Negli ultimi tre anni il Laboratorio di storia di Rovereto ha raccolto diecimila documenti, di cui l'80% fotografie, sui profughi e gli internati trentini. I nuovi progetti]
[Talvolta sono gli stessi diari che fungono da didascalia alle foto, che altrimenti sarebbero mute]
A cent'anni di distanza è ancora innumerevole la documentazione sconosciuta sulla prima Guerra mondiale, nuovi racconti, nuovi orrori, quasi a mostrare il pozzo senza fondo dei conflitti bellici. Negli ultimi tre anni il Laboratorio di storia di Rovereto ha raccolto diecimila documenti, di cui l'80% fotografie, sui profughi e gli internati trentini.

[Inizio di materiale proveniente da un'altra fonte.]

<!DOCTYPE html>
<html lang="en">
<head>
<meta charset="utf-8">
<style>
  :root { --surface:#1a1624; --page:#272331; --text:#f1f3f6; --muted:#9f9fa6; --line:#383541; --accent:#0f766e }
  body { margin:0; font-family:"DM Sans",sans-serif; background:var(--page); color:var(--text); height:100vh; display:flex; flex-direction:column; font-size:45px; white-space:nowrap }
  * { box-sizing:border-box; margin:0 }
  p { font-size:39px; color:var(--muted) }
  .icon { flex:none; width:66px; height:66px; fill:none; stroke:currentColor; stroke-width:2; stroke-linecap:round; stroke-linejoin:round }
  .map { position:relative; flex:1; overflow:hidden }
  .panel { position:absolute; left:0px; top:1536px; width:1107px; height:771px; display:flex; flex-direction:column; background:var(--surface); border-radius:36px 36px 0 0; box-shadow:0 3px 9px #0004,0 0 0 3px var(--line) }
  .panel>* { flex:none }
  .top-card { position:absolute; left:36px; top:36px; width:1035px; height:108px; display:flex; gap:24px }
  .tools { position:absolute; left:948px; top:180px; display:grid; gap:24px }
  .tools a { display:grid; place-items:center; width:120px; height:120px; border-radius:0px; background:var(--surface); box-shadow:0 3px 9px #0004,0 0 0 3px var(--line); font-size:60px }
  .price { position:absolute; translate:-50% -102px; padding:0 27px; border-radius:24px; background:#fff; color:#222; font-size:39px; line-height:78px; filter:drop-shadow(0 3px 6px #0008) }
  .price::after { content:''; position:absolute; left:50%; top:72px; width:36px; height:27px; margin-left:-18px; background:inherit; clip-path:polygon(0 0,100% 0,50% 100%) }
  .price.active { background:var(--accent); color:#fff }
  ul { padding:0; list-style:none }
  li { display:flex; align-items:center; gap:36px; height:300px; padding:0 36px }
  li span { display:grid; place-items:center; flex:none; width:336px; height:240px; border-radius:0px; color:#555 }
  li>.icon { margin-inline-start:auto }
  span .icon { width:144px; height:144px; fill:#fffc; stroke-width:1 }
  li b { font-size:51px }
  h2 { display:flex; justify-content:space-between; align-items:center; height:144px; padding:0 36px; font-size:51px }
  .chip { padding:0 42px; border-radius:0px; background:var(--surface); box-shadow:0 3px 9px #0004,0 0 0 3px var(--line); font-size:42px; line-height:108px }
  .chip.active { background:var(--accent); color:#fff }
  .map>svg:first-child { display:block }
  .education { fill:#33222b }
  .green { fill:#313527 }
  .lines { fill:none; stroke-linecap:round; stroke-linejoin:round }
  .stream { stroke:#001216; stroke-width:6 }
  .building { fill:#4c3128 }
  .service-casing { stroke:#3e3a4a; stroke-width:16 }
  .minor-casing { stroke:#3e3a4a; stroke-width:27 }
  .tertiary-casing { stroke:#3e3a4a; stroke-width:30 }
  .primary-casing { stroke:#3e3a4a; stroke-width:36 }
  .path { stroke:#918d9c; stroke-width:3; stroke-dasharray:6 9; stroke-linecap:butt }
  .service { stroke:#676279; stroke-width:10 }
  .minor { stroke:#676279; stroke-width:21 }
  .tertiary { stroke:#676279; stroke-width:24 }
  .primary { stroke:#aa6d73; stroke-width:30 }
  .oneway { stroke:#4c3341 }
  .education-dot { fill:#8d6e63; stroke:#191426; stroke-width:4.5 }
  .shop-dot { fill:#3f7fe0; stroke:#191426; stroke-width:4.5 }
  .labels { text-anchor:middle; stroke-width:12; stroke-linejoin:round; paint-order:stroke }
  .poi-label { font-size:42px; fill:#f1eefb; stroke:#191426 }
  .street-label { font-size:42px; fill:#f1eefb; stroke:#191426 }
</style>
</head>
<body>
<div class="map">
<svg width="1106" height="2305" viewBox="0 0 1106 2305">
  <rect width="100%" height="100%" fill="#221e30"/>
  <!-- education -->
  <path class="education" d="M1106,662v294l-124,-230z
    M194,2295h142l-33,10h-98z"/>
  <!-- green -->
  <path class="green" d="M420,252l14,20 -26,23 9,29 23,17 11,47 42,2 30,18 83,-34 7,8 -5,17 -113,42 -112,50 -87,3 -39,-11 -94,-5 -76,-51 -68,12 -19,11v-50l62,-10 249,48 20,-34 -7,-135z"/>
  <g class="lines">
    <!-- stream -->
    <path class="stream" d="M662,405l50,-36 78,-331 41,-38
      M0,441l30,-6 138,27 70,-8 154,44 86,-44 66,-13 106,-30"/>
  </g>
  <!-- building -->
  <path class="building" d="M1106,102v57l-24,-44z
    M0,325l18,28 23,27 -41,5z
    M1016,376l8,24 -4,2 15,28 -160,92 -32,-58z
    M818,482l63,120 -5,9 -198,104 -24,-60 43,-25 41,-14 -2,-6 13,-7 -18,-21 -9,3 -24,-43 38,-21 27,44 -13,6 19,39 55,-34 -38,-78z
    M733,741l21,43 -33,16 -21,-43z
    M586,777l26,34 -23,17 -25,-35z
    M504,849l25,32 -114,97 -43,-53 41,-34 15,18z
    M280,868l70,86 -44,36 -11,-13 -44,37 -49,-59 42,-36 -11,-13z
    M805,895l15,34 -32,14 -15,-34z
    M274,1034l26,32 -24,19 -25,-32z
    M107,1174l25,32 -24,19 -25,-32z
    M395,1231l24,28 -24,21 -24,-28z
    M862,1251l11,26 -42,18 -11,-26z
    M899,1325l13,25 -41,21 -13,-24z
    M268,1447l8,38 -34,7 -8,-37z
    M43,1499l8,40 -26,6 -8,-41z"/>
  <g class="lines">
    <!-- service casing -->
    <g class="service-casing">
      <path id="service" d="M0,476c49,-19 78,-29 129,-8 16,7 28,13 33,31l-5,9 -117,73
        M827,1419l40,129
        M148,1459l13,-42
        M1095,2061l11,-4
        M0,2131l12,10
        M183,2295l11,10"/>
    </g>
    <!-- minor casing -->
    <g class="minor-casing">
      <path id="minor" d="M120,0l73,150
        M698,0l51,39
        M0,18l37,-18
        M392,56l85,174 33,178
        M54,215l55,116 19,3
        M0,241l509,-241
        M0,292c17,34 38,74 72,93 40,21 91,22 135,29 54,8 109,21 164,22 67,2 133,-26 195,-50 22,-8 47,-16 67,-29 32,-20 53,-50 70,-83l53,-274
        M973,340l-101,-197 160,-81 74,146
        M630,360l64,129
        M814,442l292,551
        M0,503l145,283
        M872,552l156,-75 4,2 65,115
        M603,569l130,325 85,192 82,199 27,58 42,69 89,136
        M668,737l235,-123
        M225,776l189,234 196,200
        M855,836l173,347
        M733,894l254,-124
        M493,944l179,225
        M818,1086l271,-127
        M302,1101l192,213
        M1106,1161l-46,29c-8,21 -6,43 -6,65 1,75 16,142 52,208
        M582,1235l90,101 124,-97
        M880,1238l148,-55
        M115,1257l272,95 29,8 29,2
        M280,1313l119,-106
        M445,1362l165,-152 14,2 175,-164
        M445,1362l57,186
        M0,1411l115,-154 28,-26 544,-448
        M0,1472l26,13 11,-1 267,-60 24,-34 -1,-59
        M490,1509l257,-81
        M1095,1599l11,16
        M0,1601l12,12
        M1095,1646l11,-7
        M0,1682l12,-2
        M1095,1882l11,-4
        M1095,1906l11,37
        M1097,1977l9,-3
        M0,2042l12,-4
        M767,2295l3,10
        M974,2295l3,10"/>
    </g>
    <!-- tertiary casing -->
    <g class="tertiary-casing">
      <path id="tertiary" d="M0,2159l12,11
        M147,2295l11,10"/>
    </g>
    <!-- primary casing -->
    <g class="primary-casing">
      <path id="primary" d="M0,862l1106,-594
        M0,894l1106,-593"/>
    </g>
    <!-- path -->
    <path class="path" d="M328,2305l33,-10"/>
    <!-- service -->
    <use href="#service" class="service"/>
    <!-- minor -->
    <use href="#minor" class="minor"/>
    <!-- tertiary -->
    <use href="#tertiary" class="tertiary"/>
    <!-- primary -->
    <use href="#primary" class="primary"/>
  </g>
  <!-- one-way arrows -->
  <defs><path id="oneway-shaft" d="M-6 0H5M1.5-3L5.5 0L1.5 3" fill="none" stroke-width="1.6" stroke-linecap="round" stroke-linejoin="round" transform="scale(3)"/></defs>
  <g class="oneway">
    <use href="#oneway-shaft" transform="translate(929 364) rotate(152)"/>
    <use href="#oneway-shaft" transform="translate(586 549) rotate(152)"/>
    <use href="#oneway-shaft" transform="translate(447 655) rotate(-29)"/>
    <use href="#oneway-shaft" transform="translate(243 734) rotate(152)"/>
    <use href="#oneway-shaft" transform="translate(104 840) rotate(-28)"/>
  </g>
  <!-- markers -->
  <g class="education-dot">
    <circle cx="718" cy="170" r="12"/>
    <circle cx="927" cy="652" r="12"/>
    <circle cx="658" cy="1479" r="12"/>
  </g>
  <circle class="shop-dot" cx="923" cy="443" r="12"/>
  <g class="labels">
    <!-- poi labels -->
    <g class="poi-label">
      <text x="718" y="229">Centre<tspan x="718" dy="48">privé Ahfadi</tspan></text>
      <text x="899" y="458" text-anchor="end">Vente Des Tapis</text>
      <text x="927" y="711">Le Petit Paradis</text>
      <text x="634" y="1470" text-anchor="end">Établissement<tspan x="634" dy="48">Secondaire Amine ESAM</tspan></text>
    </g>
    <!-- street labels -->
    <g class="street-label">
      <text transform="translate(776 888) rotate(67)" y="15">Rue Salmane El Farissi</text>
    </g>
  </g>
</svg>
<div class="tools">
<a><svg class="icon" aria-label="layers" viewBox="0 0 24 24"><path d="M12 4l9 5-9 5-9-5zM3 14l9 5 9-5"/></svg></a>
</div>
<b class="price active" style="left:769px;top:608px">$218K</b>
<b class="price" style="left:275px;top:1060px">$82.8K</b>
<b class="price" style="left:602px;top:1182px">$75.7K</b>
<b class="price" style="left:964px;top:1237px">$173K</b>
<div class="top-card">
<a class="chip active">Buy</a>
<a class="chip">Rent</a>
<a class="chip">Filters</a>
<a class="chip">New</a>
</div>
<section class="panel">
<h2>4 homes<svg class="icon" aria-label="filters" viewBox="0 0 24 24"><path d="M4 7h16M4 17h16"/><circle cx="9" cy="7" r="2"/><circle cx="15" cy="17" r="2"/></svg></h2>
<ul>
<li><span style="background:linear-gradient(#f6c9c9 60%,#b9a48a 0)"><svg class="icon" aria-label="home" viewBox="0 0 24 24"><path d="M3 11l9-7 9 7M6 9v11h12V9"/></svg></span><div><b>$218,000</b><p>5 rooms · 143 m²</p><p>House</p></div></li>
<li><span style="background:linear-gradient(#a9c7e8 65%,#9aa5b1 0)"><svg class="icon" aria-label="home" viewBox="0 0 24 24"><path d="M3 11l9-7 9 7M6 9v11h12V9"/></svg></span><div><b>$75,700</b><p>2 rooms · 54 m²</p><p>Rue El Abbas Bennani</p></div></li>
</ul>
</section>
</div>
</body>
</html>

L'indagine ha permesso di delineare più in dettaglio la mappa della distribuzione della popolazione civile in tutta Italia fino alla Sicilia e nelle più remote province dell'Impero, dal Tirolo alla Boemia e Moravia (nell'attuale Repubblica Ceca) e nell'area di Gorizia. Tremila fotografie giungono da Rovereto, altre duemila dalla Vallagarina, 1.500 dalla Valsugana, altrettante da Trento e poi da altre parti.
Molte immagini dalla Boemia sono inedite, recuperate grazie al meticoloso lavoro di una preziosa collaboratrice del laboratorio di madrelingua ceca, Tania Vaclavikova. Ritraggono bambini, donne, famiglie, campi di concentramento, il lavoro quotidiano, gli ospedali, le scuole, le cerimonie religiose. E poi diari, lettere, cartoline, circolari, disegni, accuratamente classificati in forma digitale, e selezionati in vista della pubblicazione nel 2015 di un'opera in due volumi: uno di carattere fotografico-memorialistico, sulla scia de “Il popolo scomparso”, e l'altro dello storico Paolo Malni sulla situazione dei profughi goriziani.
“Sarà un'ampia sintesi”, ha detto Malni all'incontro di carattere informativo ed organizzativo, che ha concluso la fase di ricerca, tenutosi sabato 27 settembre al Museo della guerra di Rovereto. Il materiale è consultabile presso il Laboratorio di storia. Erano presenti anche lo storico Diego Leoni, Caterina De Meio, che ha letto e trascritto i diari, e Franco Filippini, che ha esaminato le foto.
Talvolta sono gli stessi diari che fungono da didascalia alle foto, che altrimenti sarebbero mute. Poche righe, datate 28 aprile 1917, lette da Filippini, dal diario di una maestra trentina, Filomena Boccher, scritto nel campo di Mitterndorf, si commentano da sè: “Stamattina mentre stavo rosicchiando una fetta di pagnotta, udii che si suonava la banda. Aprii la finestra e vidi un gruppo di suonatori cui seguivano otto bambine vestite di bianco […] e poi venivano lentamente sei strane coppie, il barone, l'ingegnere, un ufficiale, ciascuno dei quali teneva a braccetto una vecchierella vestita di nero con una ghirlanda di fiori gialli in capo. Quelle tre donne chi potevano essere? Mestissimo il viso, bianchi i capelli, lentissimo il passo. Sembravano tre fantasmi usciti da una tomba a vedere che si facesse sulla terra, a dire che anche i morti fremono e piangono per il sangue che la dilaga. E dietro di esse venivano tre uomini vecchi e scheletriti […
erano i mariti delle tre vecchierelle. Erano tre coppie che facevano le nozze d'oro. Io piansi e gridai al Cielo 'Cessi la commedia atroce!'”.